If you do build one, put up a thread. It'll be cool to see what you come up with.
 
It sure splits in a hurry too; a full cycle takes 22 seconds at a little over half throttle. At 540 PTO RPM it should be about 14 or 15.

I think I would want to take advantage of the big tractor engine torque, and speed the pump up with a gearbox, maybe. So the tractor is only idling. Having it run at half to full throttle with what is not really much load would give me the fingers on chalkboard feelings.
 
It sure splits in a hurry too; a full cycle takes 22 seconds at a little over half throttle. At 540 PTO RPM it should be about 14 or 15.

I think I would want to take advantage of the big tractor engine torque, and speed the pump up with a gearbox, maybe. So the tractor is only idling. Having it run at half to full throttle with what is not really much load would give me the fingers on chalkboard feelings.

Agreed.
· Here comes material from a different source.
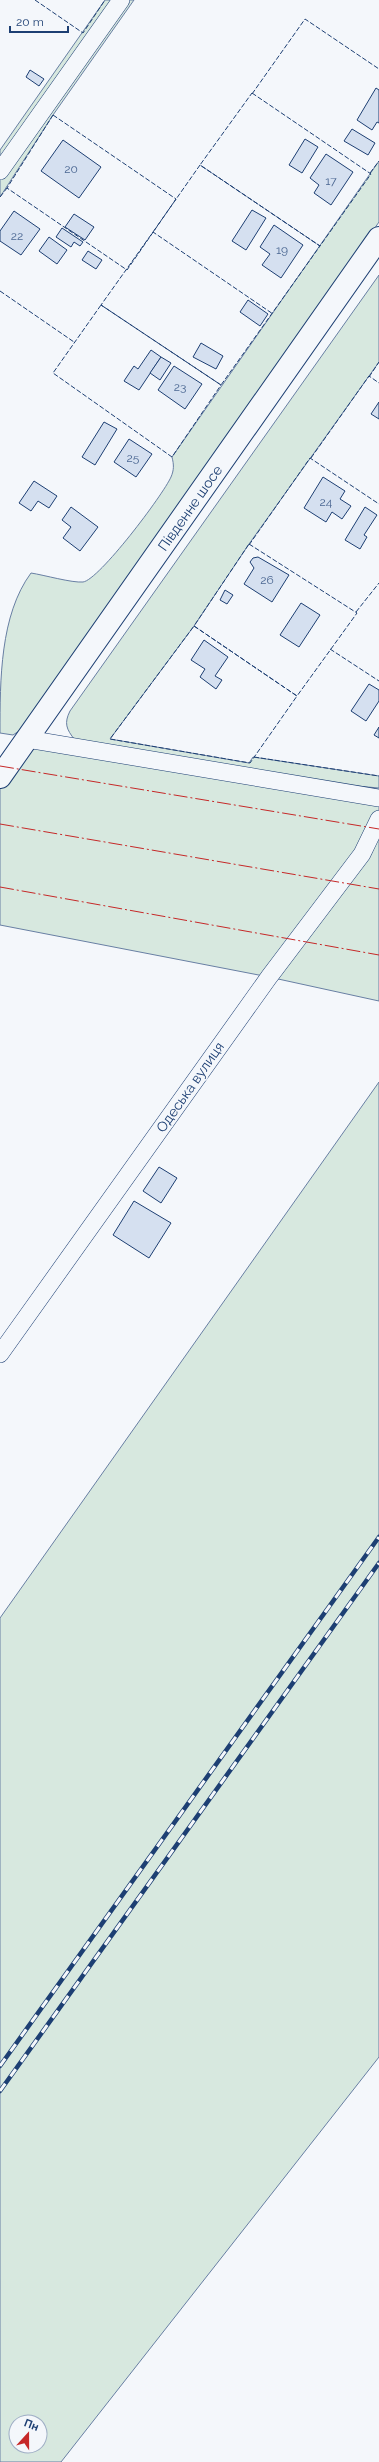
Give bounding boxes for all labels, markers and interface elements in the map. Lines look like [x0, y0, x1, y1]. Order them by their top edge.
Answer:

Lots of tractors have a setting that allows you to achieve 540 PTO RPM at a lower engine speed. I think Deere calls it ePTO. Unfortunately, neither of mine have that feature. Another cool way up do it would be if you had a tractor with a 1000 RPM PTO, which most larger tractors do. There's pumps in the 40 GPM range that use that PTO shaft and are rated for that speed. Again, I'm out of luck there. For now anyway.

I'll have to spend more time with it, but with the auto cycle I'm not too worried about cycle time, since I don't have to sit there holding a lever. My NH achieves 540 at lower throttle, so I'm thinking that setting that tractor at about 2000 engine RPM will make for a nice cycle time, a comfortable engine load to speed ratio, and most importantly, a pleasant experience for the operator.
 
We've got some gear here with gearboxes on PTO mounted pumps - pretty simple setup, but I don't know what the gearboxes cost. Or maybe yours already has one? A gas engine shaft would likely turn up a lot faster RPM, than a PTO shaft would to start with.

How many trees do you tap? Have an RO?